Besides the aforementioned Hmong tragedy there's an even greater war crime that was committed by the US in Laos. I took the group to the local office of the Mines Advisory Group (MAG) to show them. The MAG works together with the LAO UXO to clear the country of unexploded munition (UXO) that was left here during years of US bombings in the Vietnam war. In 1964 the US secretly began bombing the Plain of Jars that was occupied by Northern Vietnamese forces, as well as the south of Laos which was used as part of the Ho Chi Minh Trail. What's more, when returning to Thailand air force basis bombers would often drop unused munition over Laos to enable a safer landing. The US dropped 2 million tons of bombs over the country, at the cost of 2 million dollars a day.
About 10 to 30 percent of these bombs never went of and most of these still remain in the ground of middle en southern Laos. Not only do these continue to cause deaths and injuries but poverty as well since large parts of the land are no longer suitable for agriculture and some people are even afraid to work in the field.

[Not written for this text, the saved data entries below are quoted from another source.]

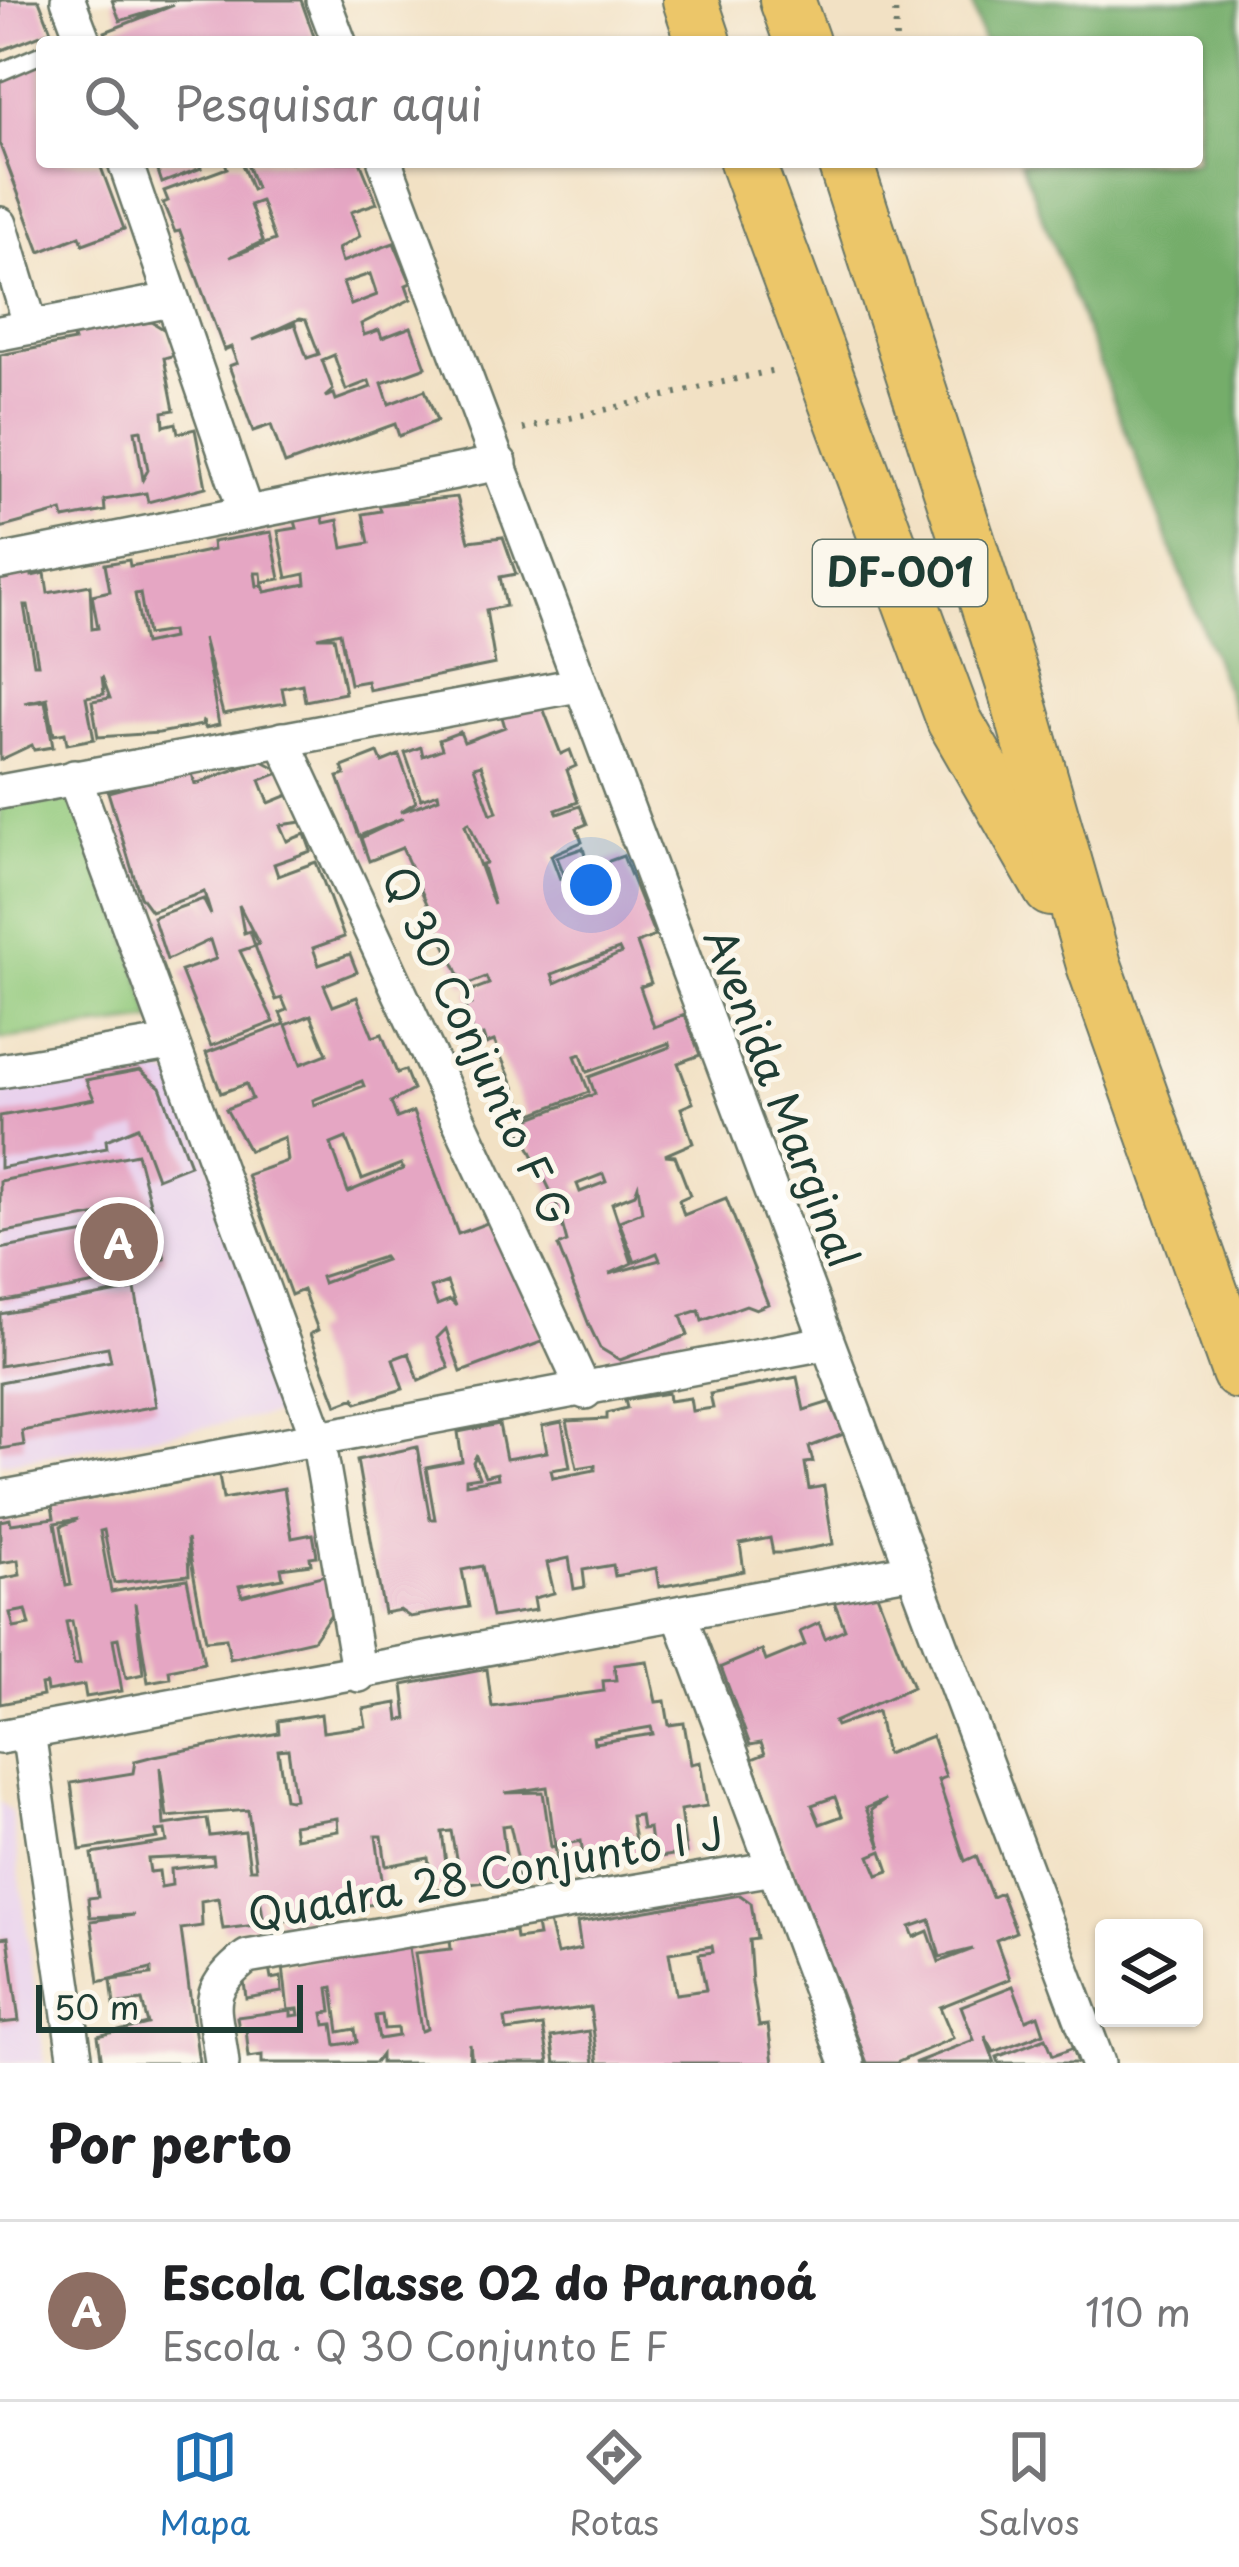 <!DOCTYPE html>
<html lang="pt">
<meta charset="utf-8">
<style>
body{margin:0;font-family:"Playpen Sans",sans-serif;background:#f6f6f6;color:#202124}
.controls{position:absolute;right:36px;bottom:36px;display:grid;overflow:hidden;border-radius:12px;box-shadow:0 3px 9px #0004}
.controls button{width:108px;height:108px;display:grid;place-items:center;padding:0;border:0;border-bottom:3px solid #e0e0e0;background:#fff;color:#202124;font:60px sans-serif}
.scale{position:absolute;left:36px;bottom:30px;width:267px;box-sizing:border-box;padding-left:12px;border:6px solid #1f3d34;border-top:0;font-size:33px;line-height:42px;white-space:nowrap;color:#1f3d34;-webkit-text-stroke:9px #fbf7ec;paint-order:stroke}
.you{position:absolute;left:591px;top:885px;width:42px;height:42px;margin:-30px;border:9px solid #fff;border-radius:50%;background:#1a73e8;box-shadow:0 0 0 18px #1a73e833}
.badge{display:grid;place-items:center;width:78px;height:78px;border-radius:50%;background:#1f6fb2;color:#fff;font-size:39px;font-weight:700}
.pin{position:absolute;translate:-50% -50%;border:6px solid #fff;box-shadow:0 3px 12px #0006}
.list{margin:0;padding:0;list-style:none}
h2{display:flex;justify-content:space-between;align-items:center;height:156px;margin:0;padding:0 48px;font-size:51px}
h2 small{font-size:39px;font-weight:400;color:#757577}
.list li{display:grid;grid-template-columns:78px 1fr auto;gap:36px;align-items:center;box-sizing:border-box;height:180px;padding:0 48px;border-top:3px solid #e0e0e0}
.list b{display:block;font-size:45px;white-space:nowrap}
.list p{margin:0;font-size:39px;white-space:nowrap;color:#757577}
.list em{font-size:39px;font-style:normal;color:#757577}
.icon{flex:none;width:66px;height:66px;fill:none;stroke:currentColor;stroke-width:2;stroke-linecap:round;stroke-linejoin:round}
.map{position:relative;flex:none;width:1239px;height:2063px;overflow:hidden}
.search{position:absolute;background:#fff;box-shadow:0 3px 9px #0004;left:36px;right:36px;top:36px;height:132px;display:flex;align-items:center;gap:30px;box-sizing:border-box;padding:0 42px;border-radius:12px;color:#757577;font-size:45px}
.sheet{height:336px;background:#fff}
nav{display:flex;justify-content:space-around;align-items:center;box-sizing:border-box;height:168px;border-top:3px solid #e0e0e0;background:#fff;font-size:33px;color:#757577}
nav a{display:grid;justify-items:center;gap:6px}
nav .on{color:#1f6fb2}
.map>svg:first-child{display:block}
</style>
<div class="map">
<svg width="1239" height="2063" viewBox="0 0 1239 2063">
<rect width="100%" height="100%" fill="#fbf7ec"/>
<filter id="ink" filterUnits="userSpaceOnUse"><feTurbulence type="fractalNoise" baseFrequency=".00833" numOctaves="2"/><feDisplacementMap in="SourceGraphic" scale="24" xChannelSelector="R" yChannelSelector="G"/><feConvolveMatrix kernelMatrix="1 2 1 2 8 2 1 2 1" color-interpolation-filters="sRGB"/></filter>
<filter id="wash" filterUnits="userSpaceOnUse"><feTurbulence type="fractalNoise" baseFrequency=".004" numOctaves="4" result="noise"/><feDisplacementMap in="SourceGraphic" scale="48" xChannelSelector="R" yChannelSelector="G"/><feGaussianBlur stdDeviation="2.7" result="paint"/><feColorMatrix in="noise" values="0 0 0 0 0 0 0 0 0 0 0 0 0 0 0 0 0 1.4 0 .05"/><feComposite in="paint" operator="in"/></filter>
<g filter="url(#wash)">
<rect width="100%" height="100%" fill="#f2e1c4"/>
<!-- built -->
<g fill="#e9d2ed">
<polygon points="145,1064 181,1082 290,1393 276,1414 0,1464 0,1090"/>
<polygon points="0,1802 11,1811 45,2063 0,2063"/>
</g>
<!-- green -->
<polygon fill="#92c97b" stroke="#588358" stroke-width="3" points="80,782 153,1020 0,1039 0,798"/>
<!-- forest -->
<polygon fill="#75ad6b" stroke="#4a7550" stroke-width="3" points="971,0 1239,0 1239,723 1021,162 1197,162 1197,42 983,42"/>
<g id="blocks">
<!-- building -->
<g fill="#e5a6c3" fill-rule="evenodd">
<polygon points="0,0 39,0 51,31 0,51"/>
<polygon points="112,0 301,0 316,42 108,42 105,32 174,5 120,21"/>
<polygon points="42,61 42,162 99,162 124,229 83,244 80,236 40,252 0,145 0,81"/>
<polygon points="155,162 199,162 201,168 162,183"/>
<path d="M225,162H241L252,190L256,188L246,162H360L377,203L351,212L360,236L338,249L342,262L394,243L411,283L406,285L411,299L361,324L364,335L379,330L382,338L411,327L426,367L382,383L389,404L425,390L437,421L399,436L395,424L285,464L271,425L253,431L229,366L237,363L231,347L224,350L180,231L175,232L163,203L168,201L164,191L227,168ZM261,201L275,240L230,257L263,241L250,205ZM370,274L377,295L351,305L343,283ZM299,319L306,320L319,354L307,358L295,324L253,340ZM334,355L346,390L369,381L371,387L336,400L334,394L325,397L333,390L322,360Z"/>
<path d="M152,322L165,330L175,355L164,358L174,410L163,412L164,426L176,423L178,433L195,429L206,487L148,502L146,493L104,500L105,511L64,519L62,511L0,528V355L74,341L72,334ZM141,430L148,470L143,479L135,431Z"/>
<path d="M457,497L469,541L503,537L516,574L500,577L506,606L486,610L495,664L369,690L367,681L350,684L340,632L317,637H334L345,693L305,701L302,684L282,688L285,703L223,714L203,638L219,725L205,728L203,720L202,725L159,733L98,737L92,701L110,698L102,676L104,694L86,697L94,739L67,744L65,733L54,735L47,698L24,703L45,701L53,747L34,750L32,745L0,760V573L31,568L32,576L45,573L48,593L90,585L92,629L98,628L92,595L110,591L105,564L129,560L130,566L171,559L213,550L212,542L271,532L280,579L262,582L261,573H255L257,586L263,585L265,592L306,584L305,574L287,578L278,531L297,528L295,521L322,515L324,523L338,520L343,548L369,543L363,514L381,511L379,505ZM140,593L147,635L171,631L172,638L144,644L135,594ZM24,605H28L38,664H34Z"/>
<path d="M534,705L543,708L561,754L570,750L576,766L567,770L578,802L556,810L558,814L580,806L587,824L577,828L582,842L551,855L560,879L565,877L557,857L583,848L593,885L607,880L601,864L623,856L655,936L637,943L651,983L640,987L654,1027L685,1015L700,1055L678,1063L693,1103L681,1108L693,1143L665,1155L675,1156L690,1195L679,1200L684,1215L726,1198L768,1304L756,1309L746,1305L702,1321L699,1310L681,1316L688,1335L620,1360L600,1348L589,1325L558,1246L567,1242L556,1202L517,1123L595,1094L589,1077L670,1047L669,1043L587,1072L581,1054L575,1056L589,1092L527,1116L494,1041L486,1044L483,1035L474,1037L465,1006L471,1004L467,992L489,984L486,977L464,986L402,848L369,861L361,838L403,818L359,836L338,777L345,775L342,767L378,753L382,762L399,755L416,802L400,812L423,804L439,798L438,793L421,799L405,753L421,747L423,756L442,749L439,740L460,732L464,742L505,727L502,717ZM481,765L497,812L491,814L474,767ZM469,823L486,863L482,864L494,905L465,825ZM619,949L621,953L555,983L552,974ZM603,1174L606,1182L580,1192L577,1184ZM638,1186L642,1212L619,1221L635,1262L657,1253L660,1260L609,1274L632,1263L612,1203L635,1194Z"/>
<path d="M261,760L283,772L260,780L269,803L291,794L302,822L280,825L287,841L305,834L311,851L274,864L278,876L316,862L344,937L313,948L319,965L350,954L357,972L324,985L333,1006L357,997L373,1037L382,1034L397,1073L405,1070L413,1090L391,1102L397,1118L413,1112L458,1234L487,1223L508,1245L544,1341L461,1372L446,1329L437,1338L449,1368L419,1381L409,1353L393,1359L403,1389L357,1403L355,1398L337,1405L310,1334L318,1330L303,1290L291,1295L247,1175L287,1161L284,1137L249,1151L226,1109L252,1099L246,1084L221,1093L206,1053L285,1024L280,1013L287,1010L282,998L276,1000L255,946L259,944L239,905L244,933L250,931L255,946L240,951L274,1022L211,1046L181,971L216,959L210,940L167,960L153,917L203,899L211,915L204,892L151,911L140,896L108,792L191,770L195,784ZM311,1015L327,1054L301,1064L286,1025ZM362,1081L364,1086L314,1105L313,1100ZM346,1138L362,1179L401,1164L403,1169L348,1192L331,1144ZM383,1257L385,1260L323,1283L321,1277ZM447,1282L456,1306L450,1300L437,1305L431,1288Z"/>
<polygon points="140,1070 160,1087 190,1165 157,1178 138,1127 106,1140 107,1148 0,1168 0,1116 94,1099 86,1080"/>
<polygon points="137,1154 165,1259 126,1269 127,1278 0,1302 0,1249 118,1227 115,1212 0,1233 0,1181"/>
<polygon points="135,1289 156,1406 22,1431 24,1445 0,1449 0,1382 111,1361 108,1347 0,1366 0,1314"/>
<path d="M797,1377L804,1410L830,1402L844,1434L809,1447L813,1462L805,1463L809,1489L824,1486L833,1544L785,1553H773L770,1538L740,1544L744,1571L659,1587L656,1568L615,1576L613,1565L583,1570L585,1587L574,1589L569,1558L547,1563L554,1593L534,1598L536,1610L492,1617L482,1566L462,1570L469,1607L410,1617L400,1610L384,1613L357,1460L417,1447L430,1519H435L426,1468L462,1461L458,1432L499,1424L506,1459L547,1452L542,1426L562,1422L570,1467L551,1470L553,1478L595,1470V1465L577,1468L567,1421L607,1419V1413L627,1408L625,1400L668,1393L669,1401L690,1398L692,1411L713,1408L710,1394ZM476,1456L485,1476L497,1473L498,1478L466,1484V1479L479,1477L473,1462Z"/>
<path d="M219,1475L223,1499L284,1488L292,1538L313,1534L317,1556L310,1557L311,1564L281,1568L283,1578L239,1586L242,1596L325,1575L331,1614L313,1640L230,1659L226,1638L206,1640L187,1539L189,1575L114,1583L104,1530L100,1531L111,1592L187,1579L204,1663L169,1670L170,1678L148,1682L135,1603L143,1674L126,1678L118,1638L113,1639L122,1691L86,1697L84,1685L47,1692L46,1684L41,1685L43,1696L0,1704V1579L20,1575L18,1560L0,1563V1521L10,1519L11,1524L54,1518L52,1506ZM78,1519L61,1526L71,1585L66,1586L55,1523ZM26,1610L30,1625L14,1628L10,1613ZM72,1621L80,1664L74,1665L66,1622Z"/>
<path d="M875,1589L913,1687L834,1722L836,1726L877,1711L886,1754L932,1736L946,1777L938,1780L965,1861L976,1856L992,1897L1001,1893L1016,1932L996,1940L1010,1979L940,2007L953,2038L896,2063H867L752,1759L765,1754L761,1743L750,1745L721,1667L762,1650L766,1661L805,1645L800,1632L819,1623L825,1638L845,1629L833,1599ZM835,1797L842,1816L820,1824L812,1805ZM885,1800L871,1810L881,1848L866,1808ZM882,1851L889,1871L878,1875L870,1856ZM930,1920L940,1957L973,1949L939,1962L928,1931L914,1937L910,1927Z"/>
<path d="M647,1661L656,1702L665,1701L669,1725L684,1723L691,1764L700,1762L707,1806L680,1810L686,1853L653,1858L649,1828L642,1829L640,1815L631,1816L638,1859L601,1865V1859L584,1862L581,1841L555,1846L559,1872L522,1878L510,1825L502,1826L507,1867L515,1865L517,1878L461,1885L451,1831L442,1832L449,1887L433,1890L428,1858L386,1866L382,1836H376L383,1887L390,1885L392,1903L307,1910V1917L278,1922L274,1894L260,1897L264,1924L223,1929L218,1898L201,1901L202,1926L181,1929L199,2063H102L98,2036L148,2024L142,2001L114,2005L111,1980L151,1975V1969L99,1982L91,1921L134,1915L90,1917L88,1898L98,1897L92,1854L167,1842L165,1830L156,1831L158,1838L80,1850L71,1783L133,1773L135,1761L154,1756L279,1733L278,1721L321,1714L323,1732L366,1726L363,1709L397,1703L399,1720L407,1719L403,1685L487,1669L492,1707L604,1691L603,1681L616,1680L614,1665ZM651,1727L653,1734L594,1743L593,1737ZM288,1749L295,1799L290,1800L285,1799L278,1750ZM160,1767L167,1817L248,1810L256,1869H250L245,1832L210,1836L207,1819L164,1825ZM547,1787L555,1846L551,1847L543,1792L505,1793ZM337,1818L338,1831L295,1838L293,1825ZM213,1856L214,1864L171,1869L172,1885L161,1887L159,1871L150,1872L148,1859Z"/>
<path d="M740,1895L751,1903L757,1939L749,1940L752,1983L759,2026L768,2025L773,2063H598L590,2007L505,2019L507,2031L543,2026L549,2063H472L470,2044L469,2063H381V2055L375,2063H262V2055L249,2057L246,2029L239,2030L237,2017L291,2010V2016L299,2015L298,2009L288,2010L283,1966L408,1940L421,2031L427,2029L415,1953L451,1949L450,1940L494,1933L515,1931L516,1939L538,1936L536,1925L549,1923L557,1954L581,1949L577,1923ZM712,1946L713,1952L699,1954L706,1990L676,1994L669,1953ZM333,1987L339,2032L355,2029L357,2042L336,2045L333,2024L325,2025L323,2013L332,2012L329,1988ZM382,2015L384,2029L397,2028L398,2036L379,2039L375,2016Z"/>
<polygon points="8,1937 19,2021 0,2023 0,1938"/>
<polygon points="269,1968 271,1979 281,1977 282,1992 246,1998 244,1982 256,1970"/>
<polygon points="1013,1986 1026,2020 1038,2015 1044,2033 994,2052 985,2036 995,2063 914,2063 974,2040 961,2006"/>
<polygon points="589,2031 594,2063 555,2063 551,2037"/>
<polygon points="1046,2038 1053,2055 1073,2048 1078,2063 999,2063 997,2057"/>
</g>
</g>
</g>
<g filter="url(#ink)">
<use href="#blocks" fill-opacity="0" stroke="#697666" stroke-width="3"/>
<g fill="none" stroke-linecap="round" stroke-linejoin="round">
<!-- lane casing -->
<g stroke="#697666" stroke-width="21">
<polyline id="lane" points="0,72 42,54"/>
</g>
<!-- street casing -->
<g stroke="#697666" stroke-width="38">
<g id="street">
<polyline points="68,0 84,42"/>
<polyline points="323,0 339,42"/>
<polyline points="125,162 246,513"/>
<polyline points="385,162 1098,2063"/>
<polyline points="0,224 31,327"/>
<polyline points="0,333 171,300"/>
<polyline points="0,562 500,463"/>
<polyline points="282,739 585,1392"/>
<polyline points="74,777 318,1438 359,1675"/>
<polyline points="0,792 578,685"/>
<polyline points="0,1071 170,1043"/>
<polyline points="0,1498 825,1343"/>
<polyline points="680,1616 847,2063"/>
<polyline points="28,1732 76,2063"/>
<polyline points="0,1737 913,1570"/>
<path d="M222,2063C216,2008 199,1994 247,1957L774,1868"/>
</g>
</g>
<!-- primary casing -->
<g stroke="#697666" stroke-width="58">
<g id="primary">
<polyline points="690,0 704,42"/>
<polyline points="787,0 802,42"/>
<polyline points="747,162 954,720 1051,889"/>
<polyline points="845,162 1013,682 1094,965 1239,1372"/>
</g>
</g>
<!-- path -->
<g stroke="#697666" stroke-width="6" stroke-dasharray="3 9" stroke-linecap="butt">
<polyline points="895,0 896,42"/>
<polyline points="523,429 779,369"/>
</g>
<!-- lane -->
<use href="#lane" stroke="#fff" stroke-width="16"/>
<!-- street -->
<use href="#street" stroke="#fff" stroke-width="33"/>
<!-- primary -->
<use href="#primary" stroke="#ecc669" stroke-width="54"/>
</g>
</g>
<g text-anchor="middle" stroke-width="10" stroke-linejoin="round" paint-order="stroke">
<!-- shield labels -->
<rect fill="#fbf7ec" stroke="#61756b" stroke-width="3" x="813" y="540" width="174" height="66" rx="9"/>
<g font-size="39" font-weight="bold" fill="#1f3d34">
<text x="900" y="587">DF-001</text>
</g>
<!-- street labels -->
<g font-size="42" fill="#1f3d34" stroke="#fbf7ec">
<text transform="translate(476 1046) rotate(65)" y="15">Q 30 Conjunto F G</text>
<text transform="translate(781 1098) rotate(69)" y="15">Avenida Marginal</text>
<text transform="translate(486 1875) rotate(-10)" y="15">Quadra 28 Conjunto I J</text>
</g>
</g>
</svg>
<div class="controls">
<button><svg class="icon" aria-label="layers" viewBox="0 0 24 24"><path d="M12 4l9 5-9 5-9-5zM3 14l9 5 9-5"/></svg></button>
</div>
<div class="scale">50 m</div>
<div class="you"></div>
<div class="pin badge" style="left:119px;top:1242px;background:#8d6e63">A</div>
<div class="search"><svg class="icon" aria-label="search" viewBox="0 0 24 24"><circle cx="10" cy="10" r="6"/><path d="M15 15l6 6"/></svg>Pesquisar aqui</div>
</div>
<section class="sheet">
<h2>Por perto<small></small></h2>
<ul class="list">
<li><span class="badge" style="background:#8d6e63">A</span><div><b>Escola Classe 02 do Paranoá</b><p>Escola · Q 30 Conjunto E F</p></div><em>110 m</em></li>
</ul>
</section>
<nav>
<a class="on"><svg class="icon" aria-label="map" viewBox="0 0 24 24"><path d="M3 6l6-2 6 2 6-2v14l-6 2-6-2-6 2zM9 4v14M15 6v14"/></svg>Mapa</a>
<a><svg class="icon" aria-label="directions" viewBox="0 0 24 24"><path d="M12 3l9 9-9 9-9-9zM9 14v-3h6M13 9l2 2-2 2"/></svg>Rotas</a>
<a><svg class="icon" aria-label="saved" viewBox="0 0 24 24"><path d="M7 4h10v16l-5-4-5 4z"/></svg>Salvos</a>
</nav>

About 40% of the 30-60 casualties per year are children that have played with so-called 'bombies', devilishly brightly coloured explosive balls from cluster bombs. Kids mistake them for tennis balls or try to open them often don't live to tell. Others people get hurt while trying to extract gunpowder or collect and sell UXO as scrap metal.
The MAG has an exhibition about the bombs and their work and shows DVD documentaries, one of which ('Bomb Harvest') I'd already seen at home but after we made donations and bought some T-shirts the clerk was more than happy to change the playing schedule of the films so we could watch the interesting and shocking 'Bombies' instead.
After leaving the MAG we had dinner at the Crater restaurant next door (where two shell cartridges marked the entrance), used the remarkably fast Internet connection in a cybercafe and had one final beer in the Karaoke bar of the hotel.